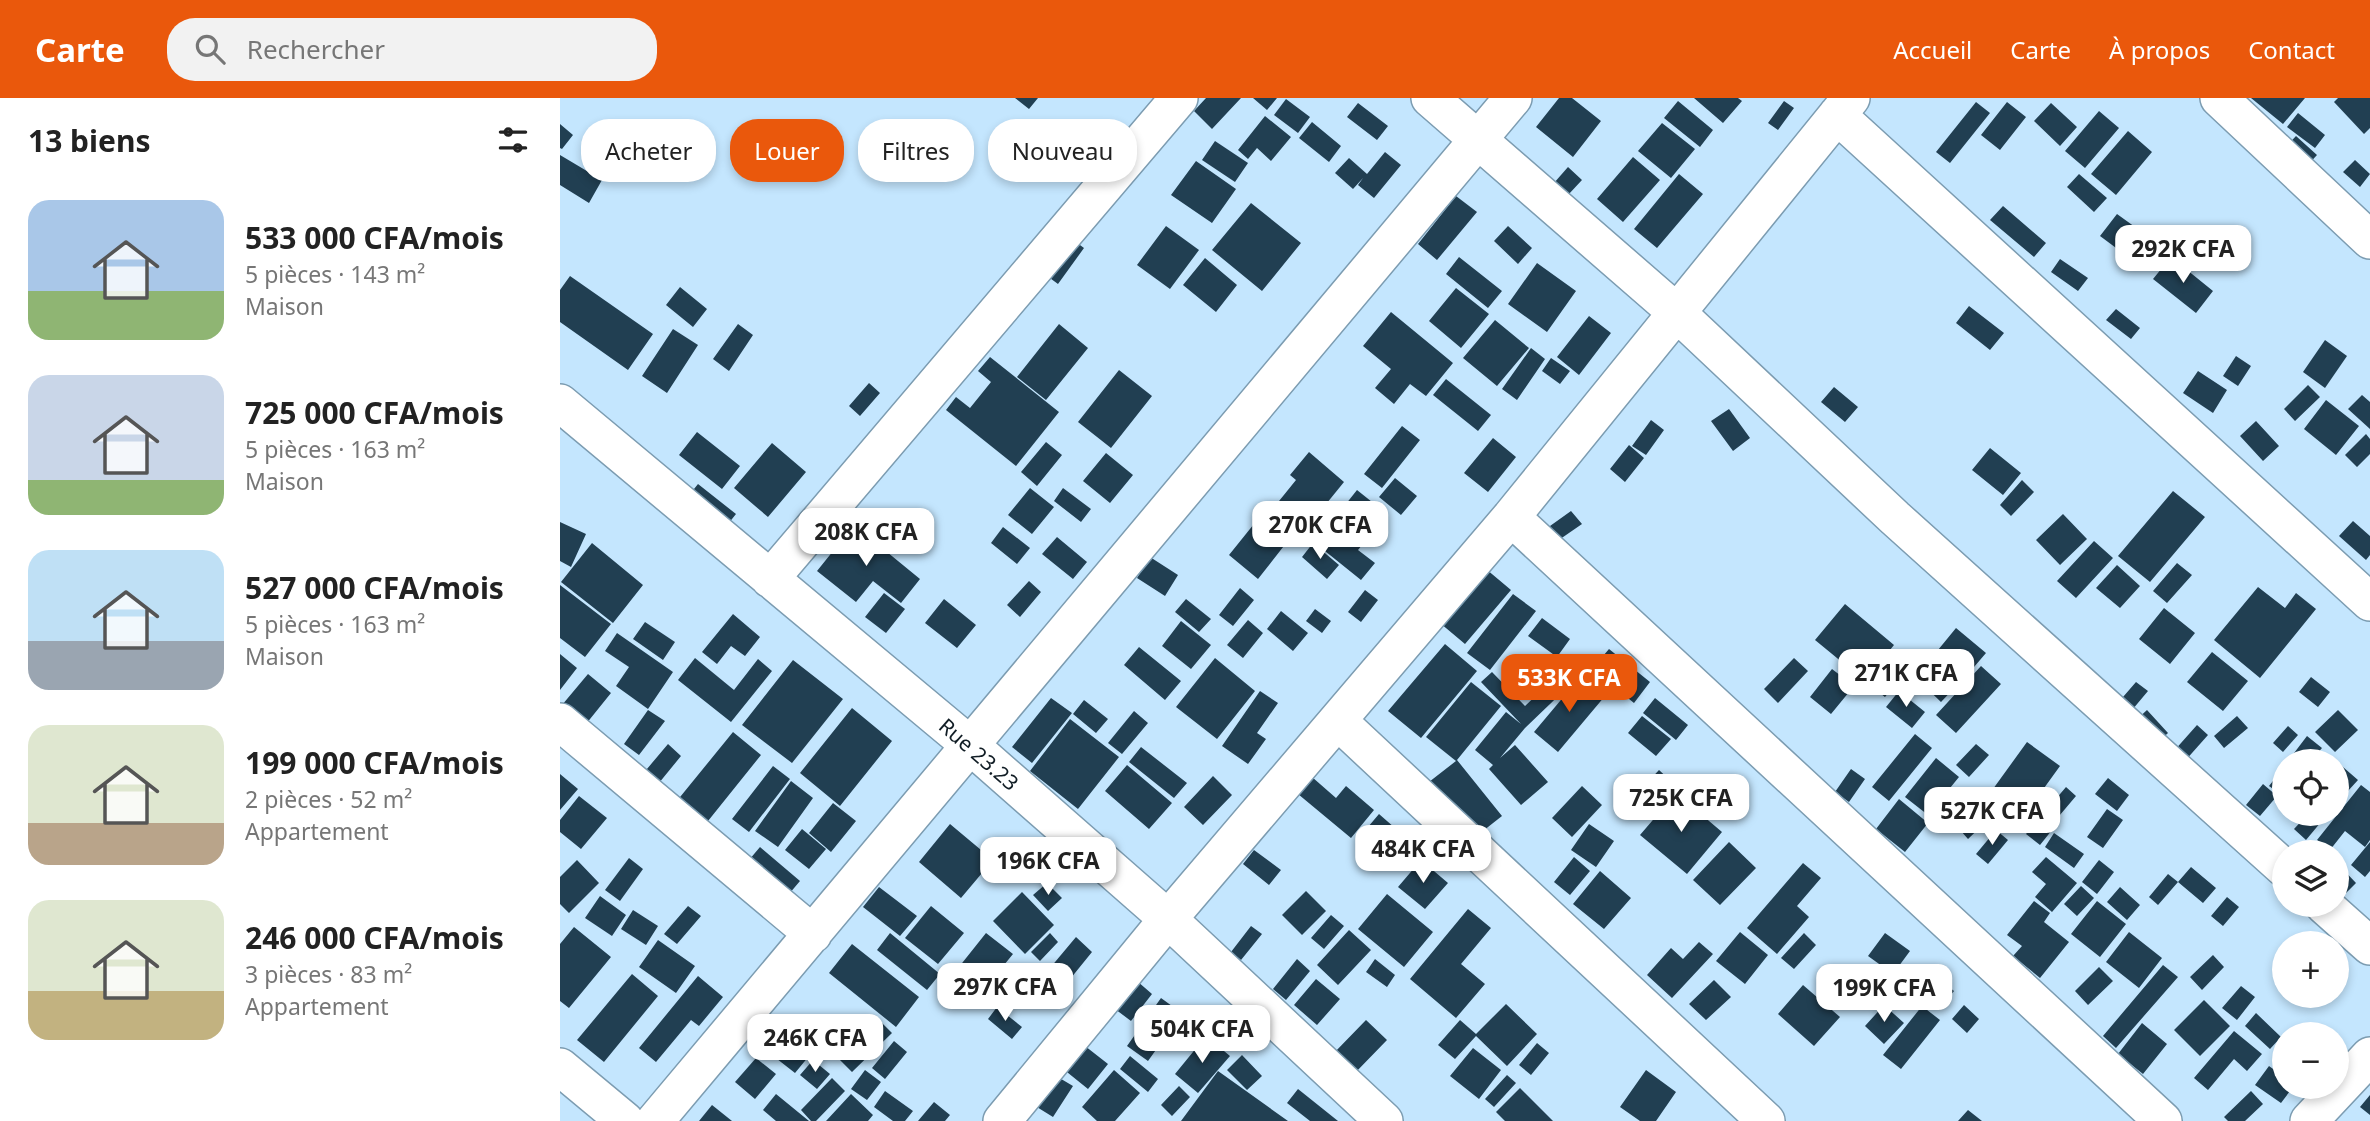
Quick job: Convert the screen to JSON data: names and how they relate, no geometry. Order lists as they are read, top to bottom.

________________________

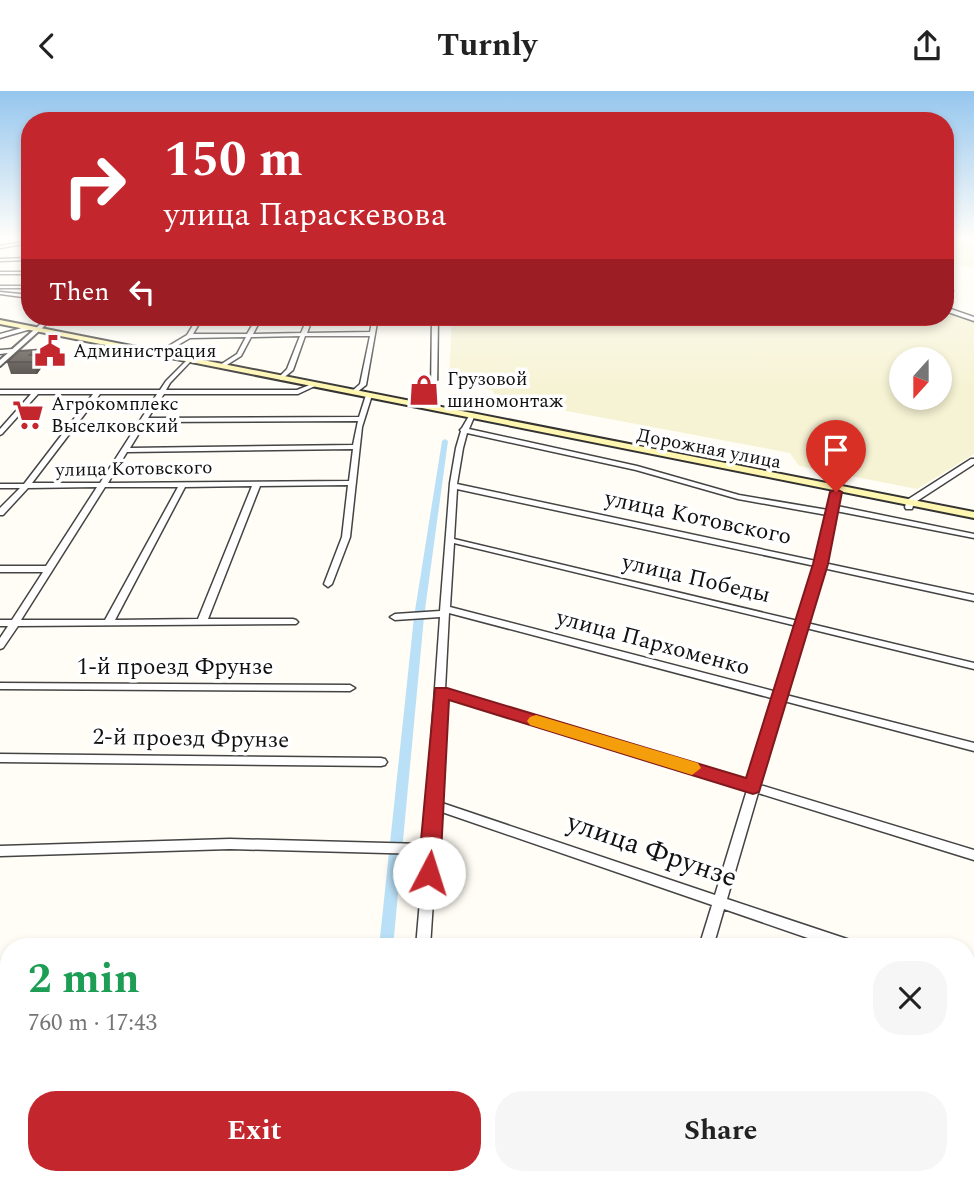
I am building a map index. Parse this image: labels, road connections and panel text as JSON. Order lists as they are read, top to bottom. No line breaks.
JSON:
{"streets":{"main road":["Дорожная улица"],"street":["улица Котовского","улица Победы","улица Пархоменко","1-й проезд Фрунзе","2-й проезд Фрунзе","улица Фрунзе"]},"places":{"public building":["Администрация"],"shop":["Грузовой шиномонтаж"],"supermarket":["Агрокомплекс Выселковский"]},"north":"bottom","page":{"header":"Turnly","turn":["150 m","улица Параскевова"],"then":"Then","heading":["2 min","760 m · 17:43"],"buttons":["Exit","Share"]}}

________________________

» **TRY IT**:
Only the number is needed. Say how many lines of the entries contain "lists".

» **TASK RESPONSE**:
2